Poor patient health may prompt reactions to Lumason ultrasound

2020 02 06 22 25 0448 Contrast Injector 400

Adverse effects associated with the Lumason/SonoVue-enhanced ultrasound are not dependent on patient demographics or contrast-enhanced ultrasound indications, according to a study published November 7 in Ultrasound in Medicine and Biology.

Instead, it's poor patient health that appears to play a role -- a finding that could help clinicians better manage patients undergoing contrast-enhanced ultrasound, wrote a team led by Qiuyang Li, PhD, from the First Medical Center of the Chinese PLA General Hospital in Beijing, China.

"Significantly less known is the exact frequency of the mild, moderate or severe adverse events [caused by Lumason/SonoVue-enhanced ultrasound], possible association with the indication/examined organ and other patient-related factors such as age, sex and whether patients are hospitalized," the group explained.

The investigators conducted a study to better understand the cause of adverse events that Lumason/SonoVue-enhanced ultrasound has been known to trigger, including flushing, dizziness, headache, mild abdominal pain, pruritus, and nausea. They tracked any correlation with patient demographics and assessed the incidence of mild, moderate, and severe adverse events as well as the time to both onset and resolution of these reactions.

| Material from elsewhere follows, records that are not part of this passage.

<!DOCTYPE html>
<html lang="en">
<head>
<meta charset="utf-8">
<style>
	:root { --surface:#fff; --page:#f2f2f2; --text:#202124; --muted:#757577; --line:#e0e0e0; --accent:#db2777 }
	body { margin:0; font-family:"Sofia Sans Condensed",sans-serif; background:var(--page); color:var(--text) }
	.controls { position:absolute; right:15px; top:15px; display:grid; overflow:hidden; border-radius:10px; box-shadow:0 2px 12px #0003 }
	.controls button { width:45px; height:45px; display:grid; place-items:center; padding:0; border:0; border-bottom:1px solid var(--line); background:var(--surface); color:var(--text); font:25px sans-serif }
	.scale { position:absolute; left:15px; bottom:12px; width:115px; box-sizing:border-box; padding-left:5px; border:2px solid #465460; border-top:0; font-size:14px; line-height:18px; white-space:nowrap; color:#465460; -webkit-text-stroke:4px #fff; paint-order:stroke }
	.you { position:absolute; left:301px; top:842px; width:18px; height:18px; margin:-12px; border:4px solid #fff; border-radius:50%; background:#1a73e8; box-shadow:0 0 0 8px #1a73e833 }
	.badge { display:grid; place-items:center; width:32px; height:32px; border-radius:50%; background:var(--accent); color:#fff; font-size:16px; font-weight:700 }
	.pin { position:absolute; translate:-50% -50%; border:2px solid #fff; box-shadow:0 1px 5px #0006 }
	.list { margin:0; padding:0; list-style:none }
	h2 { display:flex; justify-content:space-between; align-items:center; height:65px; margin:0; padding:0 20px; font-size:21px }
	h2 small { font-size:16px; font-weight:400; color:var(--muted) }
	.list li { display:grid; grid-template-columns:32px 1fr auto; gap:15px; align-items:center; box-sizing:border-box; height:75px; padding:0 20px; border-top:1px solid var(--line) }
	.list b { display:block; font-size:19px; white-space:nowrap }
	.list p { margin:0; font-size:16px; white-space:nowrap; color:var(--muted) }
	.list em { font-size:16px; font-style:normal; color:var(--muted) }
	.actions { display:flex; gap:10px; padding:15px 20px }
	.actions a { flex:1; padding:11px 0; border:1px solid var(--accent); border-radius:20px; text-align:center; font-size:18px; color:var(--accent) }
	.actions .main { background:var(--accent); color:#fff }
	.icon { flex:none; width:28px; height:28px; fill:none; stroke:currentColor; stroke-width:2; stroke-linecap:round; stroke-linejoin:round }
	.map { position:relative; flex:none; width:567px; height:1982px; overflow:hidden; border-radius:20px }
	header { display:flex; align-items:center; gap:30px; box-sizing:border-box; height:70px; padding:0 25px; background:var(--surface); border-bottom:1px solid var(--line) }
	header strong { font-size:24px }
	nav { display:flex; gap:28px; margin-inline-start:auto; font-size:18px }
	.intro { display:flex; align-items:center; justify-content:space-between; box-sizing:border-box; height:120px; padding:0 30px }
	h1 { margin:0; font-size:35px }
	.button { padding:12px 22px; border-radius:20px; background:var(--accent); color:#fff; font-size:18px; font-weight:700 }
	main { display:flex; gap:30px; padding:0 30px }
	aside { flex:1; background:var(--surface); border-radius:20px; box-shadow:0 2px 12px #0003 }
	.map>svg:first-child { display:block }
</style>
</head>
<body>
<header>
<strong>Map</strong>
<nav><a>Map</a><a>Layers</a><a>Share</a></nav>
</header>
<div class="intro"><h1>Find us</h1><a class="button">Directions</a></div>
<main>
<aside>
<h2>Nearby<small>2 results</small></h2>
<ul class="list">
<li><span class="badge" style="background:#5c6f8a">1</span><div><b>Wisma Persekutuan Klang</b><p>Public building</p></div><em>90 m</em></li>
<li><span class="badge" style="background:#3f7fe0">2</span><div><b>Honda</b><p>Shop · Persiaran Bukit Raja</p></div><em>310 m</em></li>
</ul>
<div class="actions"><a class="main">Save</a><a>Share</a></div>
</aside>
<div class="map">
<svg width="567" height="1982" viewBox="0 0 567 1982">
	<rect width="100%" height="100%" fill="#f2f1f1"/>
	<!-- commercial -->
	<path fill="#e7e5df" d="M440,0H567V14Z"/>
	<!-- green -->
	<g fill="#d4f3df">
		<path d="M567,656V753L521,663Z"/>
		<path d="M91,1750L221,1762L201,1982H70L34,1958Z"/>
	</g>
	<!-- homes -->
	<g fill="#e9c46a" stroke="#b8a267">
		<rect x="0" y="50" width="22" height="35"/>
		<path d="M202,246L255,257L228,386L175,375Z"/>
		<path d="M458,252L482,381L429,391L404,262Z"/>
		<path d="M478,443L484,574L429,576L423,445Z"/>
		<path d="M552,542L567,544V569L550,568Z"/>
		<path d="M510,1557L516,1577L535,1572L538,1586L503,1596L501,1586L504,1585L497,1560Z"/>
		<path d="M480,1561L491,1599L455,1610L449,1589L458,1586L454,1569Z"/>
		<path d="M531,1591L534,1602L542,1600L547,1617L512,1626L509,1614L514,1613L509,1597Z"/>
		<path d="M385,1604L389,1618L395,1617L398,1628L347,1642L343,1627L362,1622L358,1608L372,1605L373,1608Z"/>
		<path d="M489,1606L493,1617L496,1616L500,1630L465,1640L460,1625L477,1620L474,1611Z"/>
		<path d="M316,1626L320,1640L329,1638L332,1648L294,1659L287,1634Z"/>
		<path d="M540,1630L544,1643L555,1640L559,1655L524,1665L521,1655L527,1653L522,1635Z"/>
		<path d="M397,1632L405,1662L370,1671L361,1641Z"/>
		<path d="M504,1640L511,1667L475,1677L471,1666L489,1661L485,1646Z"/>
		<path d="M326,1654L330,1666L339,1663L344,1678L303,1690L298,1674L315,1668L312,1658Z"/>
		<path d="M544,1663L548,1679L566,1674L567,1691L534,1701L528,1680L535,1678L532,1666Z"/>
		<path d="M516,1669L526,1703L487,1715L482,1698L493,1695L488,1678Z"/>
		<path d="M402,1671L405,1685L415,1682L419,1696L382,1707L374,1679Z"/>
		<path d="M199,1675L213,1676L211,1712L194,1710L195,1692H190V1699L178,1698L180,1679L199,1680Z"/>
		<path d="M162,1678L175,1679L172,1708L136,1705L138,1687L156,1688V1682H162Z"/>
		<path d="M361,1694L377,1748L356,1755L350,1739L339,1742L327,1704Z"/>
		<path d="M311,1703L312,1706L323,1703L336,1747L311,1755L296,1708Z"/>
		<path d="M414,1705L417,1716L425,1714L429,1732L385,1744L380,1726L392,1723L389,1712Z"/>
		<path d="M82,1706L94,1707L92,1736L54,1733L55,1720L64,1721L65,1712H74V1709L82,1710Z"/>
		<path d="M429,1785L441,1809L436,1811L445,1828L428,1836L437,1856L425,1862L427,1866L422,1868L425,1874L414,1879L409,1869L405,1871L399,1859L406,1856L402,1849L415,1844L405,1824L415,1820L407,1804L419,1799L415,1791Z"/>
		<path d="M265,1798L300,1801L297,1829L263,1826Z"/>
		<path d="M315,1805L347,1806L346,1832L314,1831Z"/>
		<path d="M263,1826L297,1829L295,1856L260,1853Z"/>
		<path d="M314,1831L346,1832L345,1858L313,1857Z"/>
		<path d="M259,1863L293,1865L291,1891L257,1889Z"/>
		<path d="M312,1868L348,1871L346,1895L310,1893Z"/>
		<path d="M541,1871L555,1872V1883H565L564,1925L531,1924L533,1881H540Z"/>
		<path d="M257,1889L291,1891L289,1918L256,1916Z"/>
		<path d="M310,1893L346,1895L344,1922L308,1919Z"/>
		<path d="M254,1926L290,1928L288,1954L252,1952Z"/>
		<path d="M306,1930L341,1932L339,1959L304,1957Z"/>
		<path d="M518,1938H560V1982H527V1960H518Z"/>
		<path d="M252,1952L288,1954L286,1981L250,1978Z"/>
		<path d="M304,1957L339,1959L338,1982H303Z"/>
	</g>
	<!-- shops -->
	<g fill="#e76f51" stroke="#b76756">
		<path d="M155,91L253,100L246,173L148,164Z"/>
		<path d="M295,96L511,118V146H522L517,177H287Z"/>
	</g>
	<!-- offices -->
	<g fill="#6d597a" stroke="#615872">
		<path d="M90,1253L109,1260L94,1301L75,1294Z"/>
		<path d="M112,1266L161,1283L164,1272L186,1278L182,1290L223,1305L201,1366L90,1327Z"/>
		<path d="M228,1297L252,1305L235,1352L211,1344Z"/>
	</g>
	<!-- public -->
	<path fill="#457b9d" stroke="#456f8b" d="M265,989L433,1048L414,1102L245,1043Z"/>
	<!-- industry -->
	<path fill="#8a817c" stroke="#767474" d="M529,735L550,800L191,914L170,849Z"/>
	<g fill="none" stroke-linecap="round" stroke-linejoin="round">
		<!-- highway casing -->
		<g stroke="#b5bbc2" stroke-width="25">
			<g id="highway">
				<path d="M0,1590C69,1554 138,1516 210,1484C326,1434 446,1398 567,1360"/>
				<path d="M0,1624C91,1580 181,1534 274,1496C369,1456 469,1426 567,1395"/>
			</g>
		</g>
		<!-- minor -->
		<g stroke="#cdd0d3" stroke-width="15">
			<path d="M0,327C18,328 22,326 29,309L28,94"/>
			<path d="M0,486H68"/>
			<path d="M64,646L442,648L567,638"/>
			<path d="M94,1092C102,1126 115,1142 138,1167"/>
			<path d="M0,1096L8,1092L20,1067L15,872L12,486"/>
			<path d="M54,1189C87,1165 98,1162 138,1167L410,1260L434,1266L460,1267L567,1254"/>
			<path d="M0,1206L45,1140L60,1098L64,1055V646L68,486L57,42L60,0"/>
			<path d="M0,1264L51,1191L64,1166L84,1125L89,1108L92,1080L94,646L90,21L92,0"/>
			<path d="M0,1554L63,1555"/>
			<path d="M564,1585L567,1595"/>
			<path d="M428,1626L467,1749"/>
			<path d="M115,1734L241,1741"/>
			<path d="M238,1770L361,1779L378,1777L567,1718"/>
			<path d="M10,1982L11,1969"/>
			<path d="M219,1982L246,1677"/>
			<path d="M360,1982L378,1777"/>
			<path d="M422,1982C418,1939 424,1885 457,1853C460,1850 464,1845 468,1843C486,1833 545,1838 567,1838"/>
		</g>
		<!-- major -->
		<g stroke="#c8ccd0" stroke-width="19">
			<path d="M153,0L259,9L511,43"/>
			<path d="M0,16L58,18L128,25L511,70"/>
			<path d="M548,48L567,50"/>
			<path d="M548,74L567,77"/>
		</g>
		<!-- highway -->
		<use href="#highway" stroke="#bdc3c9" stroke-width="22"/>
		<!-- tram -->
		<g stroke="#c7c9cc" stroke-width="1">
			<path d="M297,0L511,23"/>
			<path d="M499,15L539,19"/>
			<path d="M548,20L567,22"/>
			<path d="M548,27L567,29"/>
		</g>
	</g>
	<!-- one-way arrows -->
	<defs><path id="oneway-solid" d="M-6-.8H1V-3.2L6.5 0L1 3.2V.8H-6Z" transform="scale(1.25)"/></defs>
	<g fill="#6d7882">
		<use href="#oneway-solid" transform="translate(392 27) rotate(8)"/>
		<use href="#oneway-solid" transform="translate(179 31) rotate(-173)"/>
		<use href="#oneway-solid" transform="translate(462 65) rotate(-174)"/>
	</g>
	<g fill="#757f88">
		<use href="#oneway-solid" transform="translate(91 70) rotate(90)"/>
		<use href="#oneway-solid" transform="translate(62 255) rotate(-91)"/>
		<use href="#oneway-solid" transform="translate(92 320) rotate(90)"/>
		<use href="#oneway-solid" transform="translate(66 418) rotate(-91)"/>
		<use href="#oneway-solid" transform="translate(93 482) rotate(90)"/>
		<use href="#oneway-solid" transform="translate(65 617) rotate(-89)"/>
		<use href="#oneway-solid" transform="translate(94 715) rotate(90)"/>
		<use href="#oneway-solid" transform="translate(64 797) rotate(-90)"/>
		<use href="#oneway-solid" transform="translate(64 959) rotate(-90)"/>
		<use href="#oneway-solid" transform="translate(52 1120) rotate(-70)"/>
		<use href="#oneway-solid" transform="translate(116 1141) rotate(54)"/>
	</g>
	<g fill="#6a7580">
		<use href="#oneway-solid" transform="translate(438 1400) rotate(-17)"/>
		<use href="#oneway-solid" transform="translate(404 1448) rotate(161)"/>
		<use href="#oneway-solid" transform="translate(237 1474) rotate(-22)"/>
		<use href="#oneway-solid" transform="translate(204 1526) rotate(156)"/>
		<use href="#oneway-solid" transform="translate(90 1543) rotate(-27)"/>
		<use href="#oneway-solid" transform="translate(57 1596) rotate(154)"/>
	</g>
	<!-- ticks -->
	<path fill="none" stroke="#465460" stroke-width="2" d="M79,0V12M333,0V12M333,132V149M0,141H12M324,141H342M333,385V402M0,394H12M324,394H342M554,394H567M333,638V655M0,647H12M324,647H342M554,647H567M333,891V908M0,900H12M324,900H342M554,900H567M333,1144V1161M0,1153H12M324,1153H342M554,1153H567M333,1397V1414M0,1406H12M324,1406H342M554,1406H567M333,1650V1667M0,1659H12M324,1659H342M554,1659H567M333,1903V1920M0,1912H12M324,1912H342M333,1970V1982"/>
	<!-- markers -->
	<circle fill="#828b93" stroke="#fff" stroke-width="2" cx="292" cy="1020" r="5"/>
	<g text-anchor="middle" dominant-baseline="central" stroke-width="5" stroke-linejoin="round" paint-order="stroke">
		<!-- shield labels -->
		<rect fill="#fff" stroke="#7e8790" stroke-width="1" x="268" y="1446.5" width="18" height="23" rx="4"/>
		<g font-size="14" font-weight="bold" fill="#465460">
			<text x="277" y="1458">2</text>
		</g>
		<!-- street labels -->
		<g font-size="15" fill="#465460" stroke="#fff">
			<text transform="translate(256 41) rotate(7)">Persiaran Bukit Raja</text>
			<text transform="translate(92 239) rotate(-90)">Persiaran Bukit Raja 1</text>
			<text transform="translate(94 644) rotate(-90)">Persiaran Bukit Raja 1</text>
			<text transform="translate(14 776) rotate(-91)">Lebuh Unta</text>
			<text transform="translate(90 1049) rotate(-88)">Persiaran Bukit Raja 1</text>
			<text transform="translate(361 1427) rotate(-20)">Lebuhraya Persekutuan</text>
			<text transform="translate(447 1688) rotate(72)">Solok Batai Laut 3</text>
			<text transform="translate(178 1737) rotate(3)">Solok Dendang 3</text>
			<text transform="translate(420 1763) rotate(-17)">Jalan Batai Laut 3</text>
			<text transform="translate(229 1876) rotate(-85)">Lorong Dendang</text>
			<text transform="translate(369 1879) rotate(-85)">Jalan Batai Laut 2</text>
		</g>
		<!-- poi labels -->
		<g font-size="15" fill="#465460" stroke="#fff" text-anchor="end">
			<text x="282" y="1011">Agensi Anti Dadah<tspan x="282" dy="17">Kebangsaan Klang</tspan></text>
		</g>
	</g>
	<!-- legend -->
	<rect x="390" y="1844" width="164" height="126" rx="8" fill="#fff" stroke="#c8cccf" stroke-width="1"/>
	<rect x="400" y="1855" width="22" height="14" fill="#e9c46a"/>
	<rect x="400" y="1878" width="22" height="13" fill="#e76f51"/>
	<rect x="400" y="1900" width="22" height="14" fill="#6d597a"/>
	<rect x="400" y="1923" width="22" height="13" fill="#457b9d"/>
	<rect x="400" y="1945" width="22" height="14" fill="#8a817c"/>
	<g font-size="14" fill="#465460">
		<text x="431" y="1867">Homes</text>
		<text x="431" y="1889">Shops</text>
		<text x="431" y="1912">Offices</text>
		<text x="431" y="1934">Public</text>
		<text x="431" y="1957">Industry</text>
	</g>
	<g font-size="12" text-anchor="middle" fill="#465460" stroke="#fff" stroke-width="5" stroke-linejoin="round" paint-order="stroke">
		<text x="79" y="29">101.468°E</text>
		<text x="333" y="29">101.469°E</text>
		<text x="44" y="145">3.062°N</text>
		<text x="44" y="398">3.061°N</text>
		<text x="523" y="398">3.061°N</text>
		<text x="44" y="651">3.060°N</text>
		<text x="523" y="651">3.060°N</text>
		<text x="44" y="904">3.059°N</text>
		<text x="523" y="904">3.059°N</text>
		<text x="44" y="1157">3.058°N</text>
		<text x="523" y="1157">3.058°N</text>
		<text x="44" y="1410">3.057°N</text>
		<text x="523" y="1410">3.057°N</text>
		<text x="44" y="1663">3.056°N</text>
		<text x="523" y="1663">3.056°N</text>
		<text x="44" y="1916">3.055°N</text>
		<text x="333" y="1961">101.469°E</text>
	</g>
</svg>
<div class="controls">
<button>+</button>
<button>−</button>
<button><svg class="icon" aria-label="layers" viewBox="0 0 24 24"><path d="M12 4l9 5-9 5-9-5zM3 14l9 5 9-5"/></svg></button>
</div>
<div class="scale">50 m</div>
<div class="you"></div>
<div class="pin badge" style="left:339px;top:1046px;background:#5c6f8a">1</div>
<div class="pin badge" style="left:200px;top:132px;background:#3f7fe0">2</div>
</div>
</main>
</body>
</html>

The study included 49,100 patients who underwent Lumason/SonoVue-enhanced ultrasound. Of these, 43 experienced adverse events, 23 of which were mild, 13 of which were moderate, and seven of which were severe. The most common mild adverse responses were dizziness or headache and abdominal pain (which occurred 10 to 15 minutes after contrast injection) while more severe responses included anaphylactic shock, coma, convulsion, and vasovagal reaction (which occurred about a minute after injection). Mild and moderate cases had a resolution time of 30 to 45 minutes, while severe cases often required transferring patients to the emergency department and took up to 12 hours to resolve, the team wrote.

There was no correlation between the incidence of adverse events after Lumason/SonoVue ultrasound and patients' sex and age. But the group did find that inpatients were more likely to experience adverse events than outpatients, which suggests that the sicker a patient is, the more likely it is that they may experience an adverse event, according to Li and colleagues.

However, in general, the investigators concluded that Lumason/Sono Vue-enhanced ultrasound has "a very good safety profile with a low incidence of adverse events, which are often mild."